Like many people of my generation, we were inspired by many things but three stand out. The space program, landing on the Moon (“Houston, Tranquility base here. The Eagle has landed.”) and sending craft to Mars and other planets; the environmental crisis and movement of the 1950’s, 1960’s and 1970’s (Rachel Carson: Silent Spring, Edward Abbey: Desert Solitaire, Helen Hoover: The Years of the Forest) and Star Trek. I studied physics, mathematics, philosophy, biology, computer science and English literature in college. The year I applied to be an intern at Argonne I also applied to be an intern at JPL. I think I chose Argonne in part because it was closer and my car was not so reliable. My advice is to find something that gets you up in the morning, something that you love to do. Grow that thing, feed, and nurture it. For me it was the fascination that we could build computers and solve problems with them, and that the whole community was motivated to build faster machines so we could do more. I still love to code and try to spend some time everyday coding. Now of course it is even more fun as you can get help from chatGPT to help you remember how to code against an obscure API or remember some syntax you’ve long forgotten. It can even help you write small quantum programs using QISkit or Cirq. But really the advice is to find something that is important and exciting for you that also can make a positive impact on the world. Read books, lots of them. Refine your argument skills and your building collaborations and teaming skills. Work out how to get other people excited about your thing. And don’t care what other people think. And most importantly, don’t pay attention to people that try to pigeonhole you or tell you can’t do something. The only thing that really matters is that there are interesting problems and people that want to work on them. All else is not really important.

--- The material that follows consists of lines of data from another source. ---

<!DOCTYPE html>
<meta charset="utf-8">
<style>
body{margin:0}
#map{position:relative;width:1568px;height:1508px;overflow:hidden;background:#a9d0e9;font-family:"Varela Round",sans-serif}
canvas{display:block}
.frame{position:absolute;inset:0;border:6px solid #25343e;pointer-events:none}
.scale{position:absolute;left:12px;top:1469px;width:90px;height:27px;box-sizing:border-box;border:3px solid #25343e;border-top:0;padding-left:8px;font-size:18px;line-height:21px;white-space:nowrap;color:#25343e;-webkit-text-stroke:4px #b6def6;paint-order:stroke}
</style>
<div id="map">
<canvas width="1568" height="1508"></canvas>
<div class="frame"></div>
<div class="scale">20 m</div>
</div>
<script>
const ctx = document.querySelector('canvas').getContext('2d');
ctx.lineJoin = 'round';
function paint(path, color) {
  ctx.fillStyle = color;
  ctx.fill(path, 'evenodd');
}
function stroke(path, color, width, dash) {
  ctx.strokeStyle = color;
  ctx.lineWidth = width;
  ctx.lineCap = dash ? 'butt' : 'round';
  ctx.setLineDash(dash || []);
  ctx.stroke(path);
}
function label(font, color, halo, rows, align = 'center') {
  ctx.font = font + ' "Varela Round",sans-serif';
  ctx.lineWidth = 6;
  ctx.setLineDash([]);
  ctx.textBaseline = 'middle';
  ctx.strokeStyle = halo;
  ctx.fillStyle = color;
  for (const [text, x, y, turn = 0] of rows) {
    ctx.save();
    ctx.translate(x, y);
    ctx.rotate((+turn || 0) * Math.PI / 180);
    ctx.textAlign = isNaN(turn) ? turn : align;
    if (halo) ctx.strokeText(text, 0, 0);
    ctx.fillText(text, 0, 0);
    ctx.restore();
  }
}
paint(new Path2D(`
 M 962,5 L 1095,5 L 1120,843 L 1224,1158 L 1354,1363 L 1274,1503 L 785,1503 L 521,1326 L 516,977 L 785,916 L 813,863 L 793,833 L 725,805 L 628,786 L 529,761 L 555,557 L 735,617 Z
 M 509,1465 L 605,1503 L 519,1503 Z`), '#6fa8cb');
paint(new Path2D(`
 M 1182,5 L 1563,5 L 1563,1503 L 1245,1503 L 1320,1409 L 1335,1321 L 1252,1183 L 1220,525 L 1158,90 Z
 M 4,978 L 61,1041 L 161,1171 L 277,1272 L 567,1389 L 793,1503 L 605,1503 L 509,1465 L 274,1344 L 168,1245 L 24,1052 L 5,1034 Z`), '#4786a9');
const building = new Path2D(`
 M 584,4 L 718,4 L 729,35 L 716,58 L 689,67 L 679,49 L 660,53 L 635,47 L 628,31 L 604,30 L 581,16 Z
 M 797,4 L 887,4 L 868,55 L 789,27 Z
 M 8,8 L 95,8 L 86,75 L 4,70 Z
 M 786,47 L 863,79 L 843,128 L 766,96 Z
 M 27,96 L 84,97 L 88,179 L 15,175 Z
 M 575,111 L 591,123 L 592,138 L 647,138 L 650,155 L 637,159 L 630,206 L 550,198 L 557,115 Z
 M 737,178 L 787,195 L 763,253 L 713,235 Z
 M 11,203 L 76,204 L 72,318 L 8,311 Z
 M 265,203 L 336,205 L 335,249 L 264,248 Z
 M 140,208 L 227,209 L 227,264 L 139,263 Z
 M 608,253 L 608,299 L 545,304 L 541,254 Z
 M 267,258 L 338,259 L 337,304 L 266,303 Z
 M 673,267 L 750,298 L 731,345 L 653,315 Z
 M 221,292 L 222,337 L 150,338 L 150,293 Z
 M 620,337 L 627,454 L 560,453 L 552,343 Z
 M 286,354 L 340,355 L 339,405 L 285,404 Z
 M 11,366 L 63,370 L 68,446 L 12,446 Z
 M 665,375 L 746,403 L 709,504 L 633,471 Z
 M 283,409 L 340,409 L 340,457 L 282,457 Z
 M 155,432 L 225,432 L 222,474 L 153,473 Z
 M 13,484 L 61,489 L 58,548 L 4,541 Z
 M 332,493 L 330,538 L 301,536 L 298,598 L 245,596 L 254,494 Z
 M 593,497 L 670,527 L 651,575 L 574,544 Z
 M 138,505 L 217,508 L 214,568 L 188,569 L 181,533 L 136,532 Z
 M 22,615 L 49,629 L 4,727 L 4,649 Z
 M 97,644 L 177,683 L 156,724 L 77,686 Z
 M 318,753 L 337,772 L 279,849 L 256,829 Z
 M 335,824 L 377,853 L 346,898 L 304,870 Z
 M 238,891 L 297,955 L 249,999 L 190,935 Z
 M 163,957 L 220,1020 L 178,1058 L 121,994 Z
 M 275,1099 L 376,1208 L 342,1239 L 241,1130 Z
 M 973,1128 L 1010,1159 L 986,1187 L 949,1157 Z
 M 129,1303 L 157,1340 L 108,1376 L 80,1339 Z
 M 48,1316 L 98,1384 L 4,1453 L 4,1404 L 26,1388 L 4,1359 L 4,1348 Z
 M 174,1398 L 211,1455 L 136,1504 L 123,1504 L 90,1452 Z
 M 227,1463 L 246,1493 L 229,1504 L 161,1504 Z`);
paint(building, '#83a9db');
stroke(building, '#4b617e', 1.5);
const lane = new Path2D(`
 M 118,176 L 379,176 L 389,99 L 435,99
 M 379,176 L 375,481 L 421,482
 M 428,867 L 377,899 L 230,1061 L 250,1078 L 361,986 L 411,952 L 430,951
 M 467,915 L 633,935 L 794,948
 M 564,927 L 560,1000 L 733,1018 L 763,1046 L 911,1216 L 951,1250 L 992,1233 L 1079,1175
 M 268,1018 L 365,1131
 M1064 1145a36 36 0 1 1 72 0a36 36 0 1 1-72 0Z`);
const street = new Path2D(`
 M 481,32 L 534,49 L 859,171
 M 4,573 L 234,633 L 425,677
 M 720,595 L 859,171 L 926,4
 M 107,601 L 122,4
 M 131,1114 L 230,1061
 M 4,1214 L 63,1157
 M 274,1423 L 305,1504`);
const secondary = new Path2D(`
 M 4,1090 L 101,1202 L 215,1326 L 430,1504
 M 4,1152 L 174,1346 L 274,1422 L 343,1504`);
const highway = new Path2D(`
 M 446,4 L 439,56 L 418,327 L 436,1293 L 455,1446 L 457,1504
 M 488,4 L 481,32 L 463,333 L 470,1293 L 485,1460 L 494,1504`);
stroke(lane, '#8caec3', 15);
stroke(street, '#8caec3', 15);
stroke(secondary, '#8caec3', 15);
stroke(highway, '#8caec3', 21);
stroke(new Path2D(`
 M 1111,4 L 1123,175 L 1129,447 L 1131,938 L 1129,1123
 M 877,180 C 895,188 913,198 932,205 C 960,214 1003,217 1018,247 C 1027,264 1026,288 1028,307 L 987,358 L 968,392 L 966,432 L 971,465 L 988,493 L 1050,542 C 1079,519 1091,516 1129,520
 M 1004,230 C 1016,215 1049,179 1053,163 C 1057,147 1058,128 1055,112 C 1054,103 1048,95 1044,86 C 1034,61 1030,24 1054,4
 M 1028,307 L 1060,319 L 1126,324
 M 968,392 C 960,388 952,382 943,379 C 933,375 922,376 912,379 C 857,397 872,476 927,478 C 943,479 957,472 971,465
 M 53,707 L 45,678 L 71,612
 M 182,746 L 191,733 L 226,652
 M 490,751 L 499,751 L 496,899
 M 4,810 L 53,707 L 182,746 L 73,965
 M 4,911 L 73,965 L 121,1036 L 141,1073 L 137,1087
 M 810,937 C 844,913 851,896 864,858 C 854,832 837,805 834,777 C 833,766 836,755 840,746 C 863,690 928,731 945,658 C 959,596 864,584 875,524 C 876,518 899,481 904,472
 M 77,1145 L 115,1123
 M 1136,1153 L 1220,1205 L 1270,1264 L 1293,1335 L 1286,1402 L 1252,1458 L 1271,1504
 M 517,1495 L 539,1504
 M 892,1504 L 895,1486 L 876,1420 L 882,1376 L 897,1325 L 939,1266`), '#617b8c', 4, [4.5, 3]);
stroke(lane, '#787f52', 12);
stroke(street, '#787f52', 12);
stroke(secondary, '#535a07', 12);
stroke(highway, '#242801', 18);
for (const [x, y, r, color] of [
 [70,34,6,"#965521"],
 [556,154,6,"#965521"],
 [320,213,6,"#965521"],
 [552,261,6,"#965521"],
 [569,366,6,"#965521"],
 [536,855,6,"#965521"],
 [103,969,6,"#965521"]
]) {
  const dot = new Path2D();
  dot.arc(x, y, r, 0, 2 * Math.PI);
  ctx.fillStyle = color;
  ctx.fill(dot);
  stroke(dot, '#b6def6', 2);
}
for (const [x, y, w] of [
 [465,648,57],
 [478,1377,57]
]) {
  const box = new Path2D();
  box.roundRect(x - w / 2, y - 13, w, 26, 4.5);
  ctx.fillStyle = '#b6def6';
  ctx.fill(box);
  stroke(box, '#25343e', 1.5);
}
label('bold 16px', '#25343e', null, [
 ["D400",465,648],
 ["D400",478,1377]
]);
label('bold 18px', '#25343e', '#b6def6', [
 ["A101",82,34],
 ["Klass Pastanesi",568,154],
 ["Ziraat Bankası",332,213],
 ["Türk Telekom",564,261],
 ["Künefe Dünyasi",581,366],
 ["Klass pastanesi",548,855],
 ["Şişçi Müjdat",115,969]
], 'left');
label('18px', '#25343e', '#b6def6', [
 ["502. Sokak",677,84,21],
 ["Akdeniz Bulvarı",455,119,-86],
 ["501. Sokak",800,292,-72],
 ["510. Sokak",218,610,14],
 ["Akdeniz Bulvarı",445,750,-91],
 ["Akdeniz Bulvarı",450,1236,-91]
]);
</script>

Outside of the professional sphere, what can you tell us about yourself – unique hobbies, favorite places, etc.? Is there anything about you your colleagues might be surprised to learn?

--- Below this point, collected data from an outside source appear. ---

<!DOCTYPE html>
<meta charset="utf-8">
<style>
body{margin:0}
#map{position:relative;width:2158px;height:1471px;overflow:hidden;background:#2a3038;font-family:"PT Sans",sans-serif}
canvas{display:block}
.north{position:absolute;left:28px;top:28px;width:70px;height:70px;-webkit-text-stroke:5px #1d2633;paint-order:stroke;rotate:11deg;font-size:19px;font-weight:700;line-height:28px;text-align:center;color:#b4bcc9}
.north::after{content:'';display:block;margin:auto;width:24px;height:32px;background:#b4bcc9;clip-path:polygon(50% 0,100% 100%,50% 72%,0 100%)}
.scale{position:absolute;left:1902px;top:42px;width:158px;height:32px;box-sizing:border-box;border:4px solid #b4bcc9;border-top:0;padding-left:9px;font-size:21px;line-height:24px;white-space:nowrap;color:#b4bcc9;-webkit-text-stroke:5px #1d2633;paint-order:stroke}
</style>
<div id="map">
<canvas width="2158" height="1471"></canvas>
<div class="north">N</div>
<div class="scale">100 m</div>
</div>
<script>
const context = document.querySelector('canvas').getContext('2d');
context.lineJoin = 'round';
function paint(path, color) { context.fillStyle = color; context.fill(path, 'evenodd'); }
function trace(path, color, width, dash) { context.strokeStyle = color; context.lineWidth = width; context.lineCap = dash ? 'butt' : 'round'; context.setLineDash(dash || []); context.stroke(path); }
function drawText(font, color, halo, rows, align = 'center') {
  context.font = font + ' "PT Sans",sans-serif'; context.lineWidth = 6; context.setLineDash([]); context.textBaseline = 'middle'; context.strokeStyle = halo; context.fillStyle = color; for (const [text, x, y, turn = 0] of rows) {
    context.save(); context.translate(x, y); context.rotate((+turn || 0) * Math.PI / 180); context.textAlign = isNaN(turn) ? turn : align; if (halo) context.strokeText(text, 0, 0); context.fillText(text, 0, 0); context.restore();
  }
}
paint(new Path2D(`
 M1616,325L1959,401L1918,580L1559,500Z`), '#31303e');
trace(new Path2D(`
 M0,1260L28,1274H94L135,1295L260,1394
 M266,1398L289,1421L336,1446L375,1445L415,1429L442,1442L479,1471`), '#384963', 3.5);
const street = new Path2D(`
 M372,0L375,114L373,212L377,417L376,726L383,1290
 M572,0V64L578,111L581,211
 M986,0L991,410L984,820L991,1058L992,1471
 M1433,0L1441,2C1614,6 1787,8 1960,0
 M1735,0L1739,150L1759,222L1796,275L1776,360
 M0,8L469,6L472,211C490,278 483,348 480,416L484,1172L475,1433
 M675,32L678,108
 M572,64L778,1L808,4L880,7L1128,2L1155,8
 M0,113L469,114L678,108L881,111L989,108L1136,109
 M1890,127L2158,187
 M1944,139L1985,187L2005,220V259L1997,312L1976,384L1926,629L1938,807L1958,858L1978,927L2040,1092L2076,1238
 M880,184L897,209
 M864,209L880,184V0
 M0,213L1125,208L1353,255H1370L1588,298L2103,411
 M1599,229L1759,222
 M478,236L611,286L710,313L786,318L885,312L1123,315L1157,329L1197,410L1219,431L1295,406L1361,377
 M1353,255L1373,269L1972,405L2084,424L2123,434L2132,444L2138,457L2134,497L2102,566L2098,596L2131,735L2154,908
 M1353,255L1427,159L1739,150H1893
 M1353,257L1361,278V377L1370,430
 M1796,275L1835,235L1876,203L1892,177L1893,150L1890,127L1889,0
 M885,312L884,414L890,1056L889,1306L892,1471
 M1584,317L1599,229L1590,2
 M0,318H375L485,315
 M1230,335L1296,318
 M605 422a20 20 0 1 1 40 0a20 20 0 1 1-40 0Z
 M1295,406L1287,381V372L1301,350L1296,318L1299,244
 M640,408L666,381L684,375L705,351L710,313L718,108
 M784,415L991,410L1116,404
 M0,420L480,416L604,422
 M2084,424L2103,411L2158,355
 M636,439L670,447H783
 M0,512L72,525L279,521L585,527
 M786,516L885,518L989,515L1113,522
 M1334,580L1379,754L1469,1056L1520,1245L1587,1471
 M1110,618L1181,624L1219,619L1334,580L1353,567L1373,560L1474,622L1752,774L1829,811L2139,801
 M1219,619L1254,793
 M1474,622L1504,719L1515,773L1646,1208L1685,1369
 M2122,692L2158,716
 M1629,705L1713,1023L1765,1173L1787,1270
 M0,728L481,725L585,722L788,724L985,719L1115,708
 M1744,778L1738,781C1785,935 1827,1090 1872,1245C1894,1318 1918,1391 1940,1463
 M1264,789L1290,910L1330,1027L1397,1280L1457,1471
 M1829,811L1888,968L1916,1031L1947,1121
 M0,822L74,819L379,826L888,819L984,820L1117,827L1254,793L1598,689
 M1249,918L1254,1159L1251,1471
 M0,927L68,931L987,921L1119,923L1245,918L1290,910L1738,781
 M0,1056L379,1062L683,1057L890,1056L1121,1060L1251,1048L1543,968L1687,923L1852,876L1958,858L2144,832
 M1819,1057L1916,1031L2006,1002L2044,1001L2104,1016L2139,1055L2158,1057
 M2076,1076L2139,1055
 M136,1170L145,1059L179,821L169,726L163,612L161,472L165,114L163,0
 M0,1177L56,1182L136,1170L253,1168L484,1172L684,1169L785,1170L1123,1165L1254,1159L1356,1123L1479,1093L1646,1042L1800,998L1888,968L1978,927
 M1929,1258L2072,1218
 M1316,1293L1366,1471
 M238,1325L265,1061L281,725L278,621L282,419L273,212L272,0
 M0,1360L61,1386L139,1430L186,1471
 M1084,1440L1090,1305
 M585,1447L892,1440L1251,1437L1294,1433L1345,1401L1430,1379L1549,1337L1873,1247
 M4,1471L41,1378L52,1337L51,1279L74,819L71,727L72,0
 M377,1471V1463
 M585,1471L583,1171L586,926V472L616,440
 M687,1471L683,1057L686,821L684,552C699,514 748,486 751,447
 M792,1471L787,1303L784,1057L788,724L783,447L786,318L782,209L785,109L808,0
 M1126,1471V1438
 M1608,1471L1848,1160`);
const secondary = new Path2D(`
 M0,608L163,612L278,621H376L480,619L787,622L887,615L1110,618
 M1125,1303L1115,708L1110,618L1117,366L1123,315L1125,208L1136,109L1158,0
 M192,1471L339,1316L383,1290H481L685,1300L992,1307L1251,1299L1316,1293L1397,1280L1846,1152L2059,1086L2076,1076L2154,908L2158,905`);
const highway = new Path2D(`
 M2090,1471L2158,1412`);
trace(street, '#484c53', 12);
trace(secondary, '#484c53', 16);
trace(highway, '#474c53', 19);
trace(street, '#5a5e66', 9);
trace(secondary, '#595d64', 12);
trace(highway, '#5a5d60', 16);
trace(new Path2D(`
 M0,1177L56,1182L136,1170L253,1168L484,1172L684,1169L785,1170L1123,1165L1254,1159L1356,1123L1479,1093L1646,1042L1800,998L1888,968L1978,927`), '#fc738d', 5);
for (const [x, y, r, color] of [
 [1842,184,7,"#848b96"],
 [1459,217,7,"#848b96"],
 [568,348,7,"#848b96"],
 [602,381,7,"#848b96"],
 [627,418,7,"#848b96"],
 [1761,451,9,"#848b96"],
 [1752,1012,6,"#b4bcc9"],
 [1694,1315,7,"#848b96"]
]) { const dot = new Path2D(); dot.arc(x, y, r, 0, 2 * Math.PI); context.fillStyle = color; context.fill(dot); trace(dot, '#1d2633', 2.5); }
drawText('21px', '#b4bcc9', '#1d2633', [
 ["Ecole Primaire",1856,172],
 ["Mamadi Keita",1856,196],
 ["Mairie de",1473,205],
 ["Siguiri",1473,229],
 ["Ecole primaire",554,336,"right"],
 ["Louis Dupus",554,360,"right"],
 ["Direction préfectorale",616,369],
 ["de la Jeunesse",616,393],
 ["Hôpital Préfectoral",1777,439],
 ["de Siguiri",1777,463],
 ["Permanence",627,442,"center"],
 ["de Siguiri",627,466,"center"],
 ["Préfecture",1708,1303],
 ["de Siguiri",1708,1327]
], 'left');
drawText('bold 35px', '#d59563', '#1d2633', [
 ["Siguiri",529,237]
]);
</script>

Some people know that this year my wife (Deb) and I started keeping bees. One of our hives never got established, but the other one produced a lot (about 25 kg) of the best honey I’ve ever tasted from the wildflowers near our house. Unfortunately, that hive also died this fall. So maybe we will try again this year. We might instrument the hives with some edge computing gear this year so we can monitor them better. I also like to camp, and I like to try out new camping gear and technology. Hot tents are lots of fun, as are solar panels and ultra-portable radios (I like to do ham radio stuff too). But I also like to spend my own time working on computing problems. I have lots of computers at home and I often feel so lucky to have so much stuff at home that is more powerful than the fastest machines when I was in school. Kind of mind blowing. I try to use them for some worthy purpose.